■ **Input material**

============================================================

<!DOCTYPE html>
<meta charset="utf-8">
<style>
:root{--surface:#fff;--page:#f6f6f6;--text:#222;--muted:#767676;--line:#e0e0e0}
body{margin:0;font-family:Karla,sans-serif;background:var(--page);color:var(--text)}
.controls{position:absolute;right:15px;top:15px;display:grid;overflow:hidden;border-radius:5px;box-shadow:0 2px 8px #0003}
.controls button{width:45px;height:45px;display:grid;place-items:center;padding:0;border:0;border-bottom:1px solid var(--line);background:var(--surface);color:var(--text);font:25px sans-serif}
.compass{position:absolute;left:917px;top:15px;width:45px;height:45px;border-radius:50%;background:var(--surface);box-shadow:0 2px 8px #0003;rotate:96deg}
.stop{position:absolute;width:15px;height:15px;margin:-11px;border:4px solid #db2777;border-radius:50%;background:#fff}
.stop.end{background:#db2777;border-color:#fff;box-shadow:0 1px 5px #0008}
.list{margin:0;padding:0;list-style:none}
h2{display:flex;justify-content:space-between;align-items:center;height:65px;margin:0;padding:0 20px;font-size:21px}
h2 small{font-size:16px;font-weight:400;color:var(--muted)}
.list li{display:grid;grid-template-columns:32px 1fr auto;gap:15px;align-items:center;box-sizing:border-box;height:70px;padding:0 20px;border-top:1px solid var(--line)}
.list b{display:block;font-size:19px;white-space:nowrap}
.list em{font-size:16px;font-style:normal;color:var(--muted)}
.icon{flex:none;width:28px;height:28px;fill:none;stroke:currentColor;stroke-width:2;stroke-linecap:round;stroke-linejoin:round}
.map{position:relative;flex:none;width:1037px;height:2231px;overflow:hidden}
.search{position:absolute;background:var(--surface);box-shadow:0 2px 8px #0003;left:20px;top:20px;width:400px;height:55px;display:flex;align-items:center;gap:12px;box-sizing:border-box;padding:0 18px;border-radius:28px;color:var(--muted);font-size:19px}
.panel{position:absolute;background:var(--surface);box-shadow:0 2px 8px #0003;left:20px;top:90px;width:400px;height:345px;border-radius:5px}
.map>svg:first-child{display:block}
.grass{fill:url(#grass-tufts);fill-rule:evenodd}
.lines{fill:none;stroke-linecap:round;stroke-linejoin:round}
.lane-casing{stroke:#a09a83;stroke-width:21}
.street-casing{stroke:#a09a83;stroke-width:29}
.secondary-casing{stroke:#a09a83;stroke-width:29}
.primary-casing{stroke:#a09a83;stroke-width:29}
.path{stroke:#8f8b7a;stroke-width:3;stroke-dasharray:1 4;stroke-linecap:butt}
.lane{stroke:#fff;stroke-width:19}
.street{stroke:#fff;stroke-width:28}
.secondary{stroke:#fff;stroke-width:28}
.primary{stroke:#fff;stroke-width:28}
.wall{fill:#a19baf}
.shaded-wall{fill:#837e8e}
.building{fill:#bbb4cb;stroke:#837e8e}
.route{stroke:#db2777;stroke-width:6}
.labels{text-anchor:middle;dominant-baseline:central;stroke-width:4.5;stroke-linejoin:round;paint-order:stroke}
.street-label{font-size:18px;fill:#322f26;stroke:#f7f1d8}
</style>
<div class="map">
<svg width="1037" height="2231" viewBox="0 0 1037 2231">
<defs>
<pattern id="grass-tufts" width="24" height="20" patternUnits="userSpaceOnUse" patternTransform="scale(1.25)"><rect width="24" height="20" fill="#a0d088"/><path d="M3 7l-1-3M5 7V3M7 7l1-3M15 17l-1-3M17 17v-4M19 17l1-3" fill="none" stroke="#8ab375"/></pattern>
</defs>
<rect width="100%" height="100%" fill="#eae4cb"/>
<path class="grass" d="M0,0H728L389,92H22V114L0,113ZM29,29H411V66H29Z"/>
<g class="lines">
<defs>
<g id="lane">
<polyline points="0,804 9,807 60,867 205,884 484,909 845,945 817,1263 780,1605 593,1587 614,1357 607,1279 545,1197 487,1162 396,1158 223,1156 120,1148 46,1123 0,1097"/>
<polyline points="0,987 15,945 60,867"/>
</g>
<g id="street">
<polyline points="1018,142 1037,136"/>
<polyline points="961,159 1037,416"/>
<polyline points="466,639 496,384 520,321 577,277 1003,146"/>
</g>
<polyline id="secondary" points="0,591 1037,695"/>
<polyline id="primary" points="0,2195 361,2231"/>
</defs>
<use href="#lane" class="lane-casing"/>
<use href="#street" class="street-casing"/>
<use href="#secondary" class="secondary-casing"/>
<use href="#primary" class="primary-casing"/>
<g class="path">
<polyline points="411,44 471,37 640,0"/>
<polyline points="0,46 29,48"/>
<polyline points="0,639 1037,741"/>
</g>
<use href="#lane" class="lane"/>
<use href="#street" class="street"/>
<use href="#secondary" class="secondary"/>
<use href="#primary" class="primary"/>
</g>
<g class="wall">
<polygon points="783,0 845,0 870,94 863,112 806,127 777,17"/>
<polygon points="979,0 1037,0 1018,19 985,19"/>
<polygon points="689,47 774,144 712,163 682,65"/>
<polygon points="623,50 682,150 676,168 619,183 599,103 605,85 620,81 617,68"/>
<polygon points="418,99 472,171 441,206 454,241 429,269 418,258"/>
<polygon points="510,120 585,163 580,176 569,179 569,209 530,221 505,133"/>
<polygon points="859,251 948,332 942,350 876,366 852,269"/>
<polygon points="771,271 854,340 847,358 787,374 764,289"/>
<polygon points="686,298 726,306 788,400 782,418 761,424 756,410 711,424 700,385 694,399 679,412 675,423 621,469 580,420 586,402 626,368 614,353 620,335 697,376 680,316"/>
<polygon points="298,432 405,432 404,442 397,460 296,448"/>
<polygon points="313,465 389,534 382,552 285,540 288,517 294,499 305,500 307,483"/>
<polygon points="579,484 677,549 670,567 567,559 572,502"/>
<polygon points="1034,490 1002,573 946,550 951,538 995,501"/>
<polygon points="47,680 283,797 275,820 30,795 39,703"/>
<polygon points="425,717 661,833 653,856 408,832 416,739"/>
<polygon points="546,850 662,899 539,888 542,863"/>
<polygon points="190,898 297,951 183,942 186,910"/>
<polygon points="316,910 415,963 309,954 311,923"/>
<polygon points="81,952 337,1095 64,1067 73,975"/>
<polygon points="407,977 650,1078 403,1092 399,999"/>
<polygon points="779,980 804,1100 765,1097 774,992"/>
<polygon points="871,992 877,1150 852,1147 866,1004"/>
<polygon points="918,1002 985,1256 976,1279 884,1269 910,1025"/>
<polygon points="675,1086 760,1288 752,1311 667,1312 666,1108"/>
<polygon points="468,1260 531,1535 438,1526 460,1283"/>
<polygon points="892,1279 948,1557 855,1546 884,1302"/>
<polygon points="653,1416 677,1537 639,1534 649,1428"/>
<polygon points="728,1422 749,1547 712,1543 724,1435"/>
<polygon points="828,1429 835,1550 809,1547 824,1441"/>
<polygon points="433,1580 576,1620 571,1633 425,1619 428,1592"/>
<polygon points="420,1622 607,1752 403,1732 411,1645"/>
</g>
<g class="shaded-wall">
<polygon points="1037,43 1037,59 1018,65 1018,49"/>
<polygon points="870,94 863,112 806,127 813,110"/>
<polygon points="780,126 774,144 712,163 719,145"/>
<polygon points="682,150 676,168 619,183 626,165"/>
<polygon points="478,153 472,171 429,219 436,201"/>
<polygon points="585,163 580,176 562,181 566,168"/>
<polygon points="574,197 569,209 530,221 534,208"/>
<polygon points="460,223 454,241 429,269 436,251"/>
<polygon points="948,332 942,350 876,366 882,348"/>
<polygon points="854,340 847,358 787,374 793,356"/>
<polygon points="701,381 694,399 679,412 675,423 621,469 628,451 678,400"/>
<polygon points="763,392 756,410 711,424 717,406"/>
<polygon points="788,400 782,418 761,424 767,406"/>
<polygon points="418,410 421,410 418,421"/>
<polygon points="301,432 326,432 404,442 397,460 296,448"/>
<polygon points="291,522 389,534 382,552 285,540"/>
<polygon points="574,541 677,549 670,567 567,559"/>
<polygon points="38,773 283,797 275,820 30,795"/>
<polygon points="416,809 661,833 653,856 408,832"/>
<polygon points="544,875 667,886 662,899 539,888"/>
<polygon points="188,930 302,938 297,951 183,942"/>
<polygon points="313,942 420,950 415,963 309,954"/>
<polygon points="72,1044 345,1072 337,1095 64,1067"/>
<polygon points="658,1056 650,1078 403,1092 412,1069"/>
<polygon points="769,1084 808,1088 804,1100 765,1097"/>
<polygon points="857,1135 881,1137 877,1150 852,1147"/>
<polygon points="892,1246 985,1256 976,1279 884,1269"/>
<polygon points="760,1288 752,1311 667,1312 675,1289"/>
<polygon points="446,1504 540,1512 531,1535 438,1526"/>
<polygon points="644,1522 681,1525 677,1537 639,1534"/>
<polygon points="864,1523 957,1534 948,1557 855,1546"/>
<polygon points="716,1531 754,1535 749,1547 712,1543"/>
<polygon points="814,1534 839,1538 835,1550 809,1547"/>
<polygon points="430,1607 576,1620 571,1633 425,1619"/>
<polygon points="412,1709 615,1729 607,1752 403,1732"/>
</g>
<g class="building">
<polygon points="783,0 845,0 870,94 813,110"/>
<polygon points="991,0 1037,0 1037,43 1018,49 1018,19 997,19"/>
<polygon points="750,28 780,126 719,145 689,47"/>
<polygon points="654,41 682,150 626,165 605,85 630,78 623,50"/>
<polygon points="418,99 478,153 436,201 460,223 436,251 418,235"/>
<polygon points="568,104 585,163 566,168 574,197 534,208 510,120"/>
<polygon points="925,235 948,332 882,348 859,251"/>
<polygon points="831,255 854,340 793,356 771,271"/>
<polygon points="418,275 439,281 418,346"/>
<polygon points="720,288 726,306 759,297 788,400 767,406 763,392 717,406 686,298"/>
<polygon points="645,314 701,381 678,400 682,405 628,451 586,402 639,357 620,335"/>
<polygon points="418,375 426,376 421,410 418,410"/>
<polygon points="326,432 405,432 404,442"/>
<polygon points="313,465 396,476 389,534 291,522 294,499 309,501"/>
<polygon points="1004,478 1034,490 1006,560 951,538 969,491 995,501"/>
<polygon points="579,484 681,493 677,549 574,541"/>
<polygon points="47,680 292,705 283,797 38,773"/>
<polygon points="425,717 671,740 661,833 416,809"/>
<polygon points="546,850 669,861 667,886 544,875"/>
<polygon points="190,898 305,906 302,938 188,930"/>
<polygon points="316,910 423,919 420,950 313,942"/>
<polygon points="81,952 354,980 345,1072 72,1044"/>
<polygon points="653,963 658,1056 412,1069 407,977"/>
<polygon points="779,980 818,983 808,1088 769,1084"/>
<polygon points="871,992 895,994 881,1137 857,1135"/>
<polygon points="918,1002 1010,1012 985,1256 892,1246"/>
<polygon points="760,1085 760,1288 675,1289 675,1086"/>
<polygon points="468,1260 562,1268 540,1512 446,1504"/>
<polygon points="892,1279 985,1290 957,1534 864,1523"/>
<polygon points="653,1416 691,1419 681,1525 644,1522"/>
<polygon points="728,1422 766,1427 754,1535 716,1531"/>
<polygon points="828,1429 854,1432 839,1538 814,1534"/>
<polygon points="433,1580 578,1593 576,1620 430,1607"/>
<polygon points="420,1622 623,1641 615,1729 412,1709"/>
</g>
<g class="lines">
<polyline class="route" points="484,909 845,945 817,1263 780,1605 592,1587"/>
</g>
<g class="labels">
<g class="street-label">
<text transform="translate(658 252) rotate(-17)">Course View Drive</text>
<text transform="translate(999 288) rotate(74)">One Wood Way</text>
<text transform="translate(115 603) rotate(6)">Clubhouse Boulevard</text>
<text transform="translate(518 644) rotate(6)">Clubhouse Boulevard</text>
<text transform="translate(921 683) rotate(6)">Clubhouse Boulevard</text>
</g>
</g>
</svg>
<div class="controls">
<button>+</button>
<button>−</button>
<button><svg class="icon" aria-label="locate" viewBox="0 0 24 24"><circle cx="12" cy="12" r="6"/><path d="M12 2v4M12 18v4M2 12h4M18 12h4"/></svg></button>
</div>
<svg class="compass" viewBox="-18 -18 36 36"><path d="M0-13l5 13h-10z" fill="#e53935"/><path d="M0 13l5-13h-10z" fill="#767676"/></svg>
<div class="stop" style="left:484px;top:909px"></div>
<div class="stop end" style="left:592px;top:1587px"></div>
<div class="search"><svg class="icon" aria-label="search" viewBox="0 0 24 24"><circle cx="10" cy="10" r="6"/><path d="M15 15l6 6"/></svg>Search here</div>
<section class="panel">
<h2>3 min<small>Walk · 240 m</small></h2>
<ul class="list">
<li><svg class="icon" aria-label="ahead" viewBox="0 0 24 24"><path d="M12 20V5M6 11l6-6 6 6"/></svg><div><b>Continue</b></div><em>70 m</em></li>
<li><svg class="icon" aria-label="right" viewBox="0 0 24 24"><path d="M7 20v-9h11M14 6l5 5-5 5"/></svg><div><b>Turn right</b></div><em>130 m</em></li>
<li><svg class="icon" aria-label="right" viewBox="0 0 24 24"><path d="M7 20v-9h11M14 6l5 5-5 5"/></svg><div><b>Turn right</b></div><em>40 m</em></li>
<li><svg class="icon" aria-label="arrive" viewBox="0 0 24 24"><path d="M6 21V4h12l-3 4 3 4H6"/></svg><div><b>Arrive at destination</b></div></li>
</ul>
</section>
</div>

============================================================

■ **Directions for this task**
Every line containing the string "linecap" in the entries should be counted; give the resulting number and nothing else.

■ **Solution**
3